There is water at the bottom of the ocean!

Effect on life?

[TheDarkener]

I wonder what (if any) effect subsurface ocean waves have for life here on Earth, either directly or indirectly via effecting the Earth-moon system?

Re:Effect on life?

[Obfuscant]

Well, considering that they only exist because of a difference in density between the upper and lower layers involved, the massive movement of colder/saltier/etc water will have a definite impact on what lives in that water.

"Internal waves" are no different than (i.e. obey the same scientific principles as) surface waves. They are both "interfacial waves". The difference is that the air/water density difference is much greater than the water/water density difference.

It has an impact on land-based life as it can drive upwelling, which both causes cooler temperatures near the shore and provides nutrients for sea life.

Re:Effect on life?

[Em+Adespoton]

Interestingly, those subsurface ocean waves are really important for the life we already have on earth; they stir up the oceanic layers, bringing surface oxygen to the rest, and nutrients to the surface. Without them, you get things like the Black Sea, where once you go past a certain depth, there's no oxygen in the water, so there's also no life.

I'd like to know what effect the Pacific Landfill has on subsurface waves, and what effect subsurface waves have on the Landfill.

Aren't they called Currents?

[gurps_npc]

Generally when talking about water, the definition of a wave specifies it is on the surface:

http://dictionary.reference.com/browse/wave"a disturbance on the surface of a liquid body, as the sea or a lake, in the form of a moving ridge or swell."
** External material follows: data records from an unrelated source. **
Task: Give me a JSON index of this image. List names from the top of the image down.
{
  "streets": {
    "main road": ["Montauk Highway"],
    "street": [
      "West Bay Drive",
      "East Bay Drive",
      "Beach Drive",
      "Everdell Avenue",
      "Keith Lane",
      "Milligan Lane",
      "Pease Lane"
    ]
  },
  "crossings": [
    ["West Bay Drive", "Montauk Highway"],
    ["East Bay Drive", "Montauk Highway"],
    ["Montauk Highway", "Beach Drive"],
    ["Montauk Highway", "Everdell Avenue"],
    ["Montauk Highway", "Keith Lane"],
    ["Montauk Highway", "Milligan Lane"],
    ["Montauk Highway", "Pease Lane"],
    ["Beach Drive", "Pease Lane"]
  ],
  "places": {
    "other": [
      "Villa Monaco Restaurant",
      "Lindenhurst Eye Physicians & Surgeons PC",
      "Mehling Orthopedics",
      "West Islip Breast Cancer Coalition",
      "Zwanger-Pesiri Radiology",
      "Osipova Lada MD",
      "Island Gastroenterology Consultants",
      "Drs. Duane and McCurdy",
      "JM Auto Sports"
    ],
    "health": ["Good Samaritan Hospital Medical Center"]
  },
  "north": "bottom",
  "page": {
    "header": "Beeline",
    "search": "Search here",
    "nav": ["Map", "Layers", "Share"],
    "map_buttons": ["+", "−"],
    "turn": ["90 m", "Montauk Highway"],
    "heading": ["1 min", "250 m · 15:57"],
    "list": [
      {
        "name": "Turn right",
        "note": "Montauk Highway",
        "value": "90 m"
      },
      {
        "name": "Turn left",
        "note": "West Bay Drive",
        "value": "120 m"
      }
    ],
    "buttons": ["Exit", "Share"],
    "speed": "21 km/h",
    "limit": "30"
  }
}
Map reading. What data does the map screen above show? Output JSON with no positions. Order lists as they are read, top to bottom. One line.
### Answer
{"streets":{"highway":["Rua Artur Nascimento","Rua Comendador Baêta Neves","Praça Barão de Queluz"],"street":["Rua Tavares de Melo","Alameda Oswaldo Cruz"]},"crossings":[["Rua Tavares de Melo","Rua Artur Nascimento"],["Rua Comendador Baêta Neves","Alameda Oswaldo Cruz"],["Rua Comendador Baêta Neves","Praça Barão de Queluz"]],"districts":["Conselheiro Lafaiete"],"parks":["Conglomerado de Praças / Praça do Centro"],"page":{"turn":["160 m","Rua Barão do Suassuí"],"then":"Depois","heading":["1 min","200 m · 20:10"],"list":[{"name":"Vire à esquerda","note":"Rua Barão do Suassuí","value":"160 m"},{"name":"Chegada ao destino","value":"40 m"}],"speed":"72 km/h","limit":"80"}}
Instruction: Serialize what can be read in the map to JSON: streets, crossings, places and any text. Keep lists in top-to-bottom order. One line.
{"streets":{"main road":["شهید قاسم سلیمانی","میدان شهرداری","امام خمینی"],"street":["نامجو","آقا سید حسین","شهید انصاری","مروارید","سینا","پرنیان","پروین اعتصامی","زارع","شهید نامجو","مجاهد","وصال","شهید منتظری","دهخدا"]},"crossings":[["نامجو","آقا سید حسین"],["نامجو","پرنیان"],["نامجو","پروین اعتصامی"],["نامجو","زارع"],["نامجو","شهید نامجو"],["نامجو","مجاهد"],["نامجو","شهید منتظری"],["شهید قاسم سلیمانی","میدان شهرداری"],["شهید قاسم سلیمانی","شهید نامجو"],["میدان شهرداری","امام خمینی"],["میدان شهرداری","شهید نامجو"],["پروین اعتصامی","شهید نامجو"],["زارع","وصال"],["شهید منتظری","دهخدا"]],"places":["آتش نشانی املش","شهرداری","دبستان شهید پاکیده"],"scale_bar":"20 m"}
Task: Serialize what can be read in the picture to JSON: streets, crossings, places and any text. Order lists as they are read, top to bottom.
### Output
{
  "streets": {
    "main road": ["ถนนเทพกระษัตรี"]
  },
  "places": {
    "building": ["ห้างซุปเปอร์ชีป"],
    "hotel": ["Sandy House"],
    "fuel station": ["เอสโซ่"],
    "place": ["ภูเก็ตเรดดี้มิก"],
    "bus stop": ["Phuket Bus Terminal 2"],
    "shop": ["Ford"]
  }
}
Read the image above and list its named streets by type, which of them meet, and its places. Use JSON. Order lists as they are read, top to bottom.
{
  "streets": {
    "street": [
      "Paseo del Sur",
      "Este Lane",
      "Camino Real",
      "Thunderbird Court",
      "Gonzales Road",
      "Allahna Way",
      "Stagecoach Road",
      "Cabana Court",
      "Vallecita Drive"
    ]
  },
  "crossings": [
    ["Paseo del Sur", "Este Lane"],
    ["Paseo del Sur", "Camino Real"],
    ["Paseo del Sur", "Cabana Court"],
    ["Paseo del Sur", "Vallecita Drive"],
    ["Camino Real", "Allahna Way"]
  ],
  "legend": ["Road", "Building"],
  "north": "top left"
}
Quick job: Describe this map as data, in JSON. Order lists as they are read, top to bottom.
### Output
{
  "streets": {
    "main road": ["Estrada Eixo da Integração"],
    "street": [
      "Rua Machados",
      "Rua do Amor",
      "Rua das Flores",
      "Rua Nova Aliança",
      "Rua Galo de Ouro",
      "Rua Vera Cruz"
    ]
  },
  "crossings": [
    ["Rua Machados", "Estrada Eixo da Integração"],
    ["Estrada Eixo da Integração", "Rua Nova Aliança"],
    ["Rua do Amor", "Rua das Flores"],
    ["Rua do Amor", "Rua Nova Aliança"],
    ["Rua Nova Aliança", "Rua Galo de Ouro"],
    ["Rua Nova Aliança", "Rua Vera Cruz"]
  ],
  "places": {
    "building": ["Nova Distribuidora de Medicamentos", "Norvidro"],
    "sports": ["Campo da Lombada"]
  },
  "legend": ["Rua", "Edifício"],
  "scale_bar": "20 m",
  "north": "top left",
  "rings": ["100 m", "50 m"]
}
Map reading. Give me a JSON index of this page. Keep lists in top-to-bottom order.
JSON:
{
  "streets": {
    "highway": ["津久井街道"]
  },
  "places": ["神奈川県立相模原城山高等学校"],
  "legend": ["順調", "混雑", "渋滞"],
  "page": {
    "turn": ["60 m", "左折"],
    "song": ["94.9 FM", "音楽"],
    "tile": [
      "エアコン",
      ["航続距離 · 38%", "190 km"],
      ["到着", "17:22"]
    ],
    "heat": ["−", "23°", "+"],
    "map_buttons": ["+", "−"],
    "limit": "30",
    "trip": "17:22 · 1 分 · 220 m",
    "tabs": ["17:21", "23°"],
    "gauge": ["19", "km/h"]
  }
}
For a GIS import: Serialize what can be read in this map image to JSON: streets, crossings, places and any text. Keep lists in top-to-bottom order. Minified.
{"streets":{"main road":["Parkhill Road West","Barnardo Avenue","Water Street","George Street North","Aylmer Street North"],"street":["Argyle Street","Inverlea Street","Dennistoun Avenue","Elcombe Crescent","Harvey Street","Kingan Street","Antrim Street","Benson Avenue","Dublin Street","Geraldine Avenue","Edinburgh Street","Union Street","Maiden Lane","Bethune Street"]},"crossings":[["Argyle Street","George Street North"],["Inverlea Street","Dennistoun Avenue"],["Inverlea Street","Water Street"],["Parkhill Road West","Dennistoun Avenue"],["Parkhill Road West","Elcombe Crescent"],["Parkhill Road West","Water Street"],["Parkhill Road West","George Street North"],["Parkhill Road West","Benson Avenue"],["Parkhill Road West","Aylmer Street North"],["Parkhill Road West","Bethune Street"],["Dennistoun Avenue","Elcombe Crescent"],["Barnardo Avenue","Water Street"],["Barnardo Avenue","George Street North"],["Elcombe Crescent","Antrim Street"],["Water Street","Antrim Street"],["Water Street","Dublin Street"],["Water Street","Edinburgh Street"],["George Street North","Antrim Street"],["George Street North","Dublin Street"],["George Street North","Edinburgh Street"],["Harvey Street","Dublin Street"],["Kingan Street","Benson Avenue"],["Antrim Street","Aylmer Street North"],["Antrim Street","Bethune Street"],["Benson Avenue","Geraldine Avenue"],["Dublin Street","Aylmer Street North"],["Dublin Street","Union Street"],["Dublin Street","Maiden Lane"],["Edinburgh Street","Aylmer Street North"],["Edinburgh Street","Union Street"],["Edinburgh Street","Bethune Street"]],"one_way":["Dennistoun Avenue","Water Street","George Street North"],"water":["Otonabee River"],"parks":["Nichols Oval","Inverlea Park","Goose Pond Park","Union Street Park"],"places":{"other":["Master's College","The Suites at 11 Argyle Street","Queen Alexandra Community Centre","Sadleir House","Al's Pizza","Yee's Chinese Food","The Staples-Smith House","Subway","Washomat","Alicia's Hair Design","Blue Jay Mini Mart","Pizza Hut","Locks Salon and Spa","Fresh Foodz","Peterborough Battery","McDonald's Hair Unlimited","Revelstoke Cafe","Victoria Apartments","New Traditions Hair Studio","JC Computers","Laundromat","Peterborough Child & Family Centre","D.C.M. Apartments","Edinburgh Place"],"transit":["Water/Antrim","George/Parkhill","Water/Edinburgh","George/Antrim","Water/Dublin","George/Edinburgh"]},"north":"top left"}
If you are using another definition of the word wave (such as that used by physics to refer to light, sound, etc.) when talking about water, you really should specify what you mean.

Re:Aren't they called Currents?

[gstoddart]

No, I don't think so.

This actually sounds like now that we look closer, the waves are propagating in 3 dimensions, are much larger than we've previously thought, and much more of a big deal.

But for a very long time we've probably though "waves, on top of the water, got it" ... and now they're saying "waves, propagating in 3D and getting bigger and far more powerful".

This new research, which involved placing several long mooring lines from the seafloor to buoys at the surface, with instruments at intervals all along the lines, has decisively resolved that question, Peacock says: The waves grow larger as they propagate. Prior measurements, the new work found, had been drawn from too narrow a slice of the region, resulting in conflicting results â" rather like the fable of blind men describing an elephant. The new, more comprehensive data has now resolved the mystery.

I don't think we're re-defining wave, so much as understanding what all that entails.

So, maybe we need to look at your dictionary.com definition as being "woefully inadequete to explain what is really happening".

If you've ever seen a high speed picture of an explosion and see the bubble of the shock wave, it's propagating in a sphere, and not just along the surface.

This isn't some new and inconsistent definition of wave. But it is something which says they're realizing how much more complex it actually is.

Re:Aren't they called Currents?

[hawguy]

Generally when talking about water, the definition of a wave specifies it is on the surface:

http://dictionary.reference.com/browse/wave"a disturbance on the surface of a liquid body, as the sea or a lake, in the form of a moving ridge or swell."

If you are using another definition of the word wave (such as that used by physics to refer to light, sound, etc.) when talking about water, you really should specify what you mean.

Given that their paper was published in Nature, they used the correct term for the phenomena.

Internal gravity waves, the subsurface analogue of the familiar surface gravity waves that break on beaches, are ubiquitous in the ocean. Because of their strong vertical and horizontal currents, and the turbulent mixing caused by their breaking....

Re:Aren't they called Currents?

[Obfuscant]

Generally when talking about water, the definition of a wave specifies it is on the surface:

When oceanographers (the people involved in this report) talk about waves, they can be referring to any interfacial wave. The equations are the same, but the density difference between air and water for surface waves means the density components of the equations can be omitted for simplicity without loss of accuracy.

Internal waves are a long-known phenomenon. And no, they aren't talking about currents. Currents are something else which can be driven by waves, but are inherently due to pressure differences from any source, not just waves. E.g., a rip current can be driven by a non-uniform wave field creating different levels of setup on a beach, or by uniform waves on a non-uniform beach doing the same.

Re:Aren't they called Currents?

[bruce_the_loon]

They are not currents because the water isn't flowing, it is moving in place, albeit a 500m range.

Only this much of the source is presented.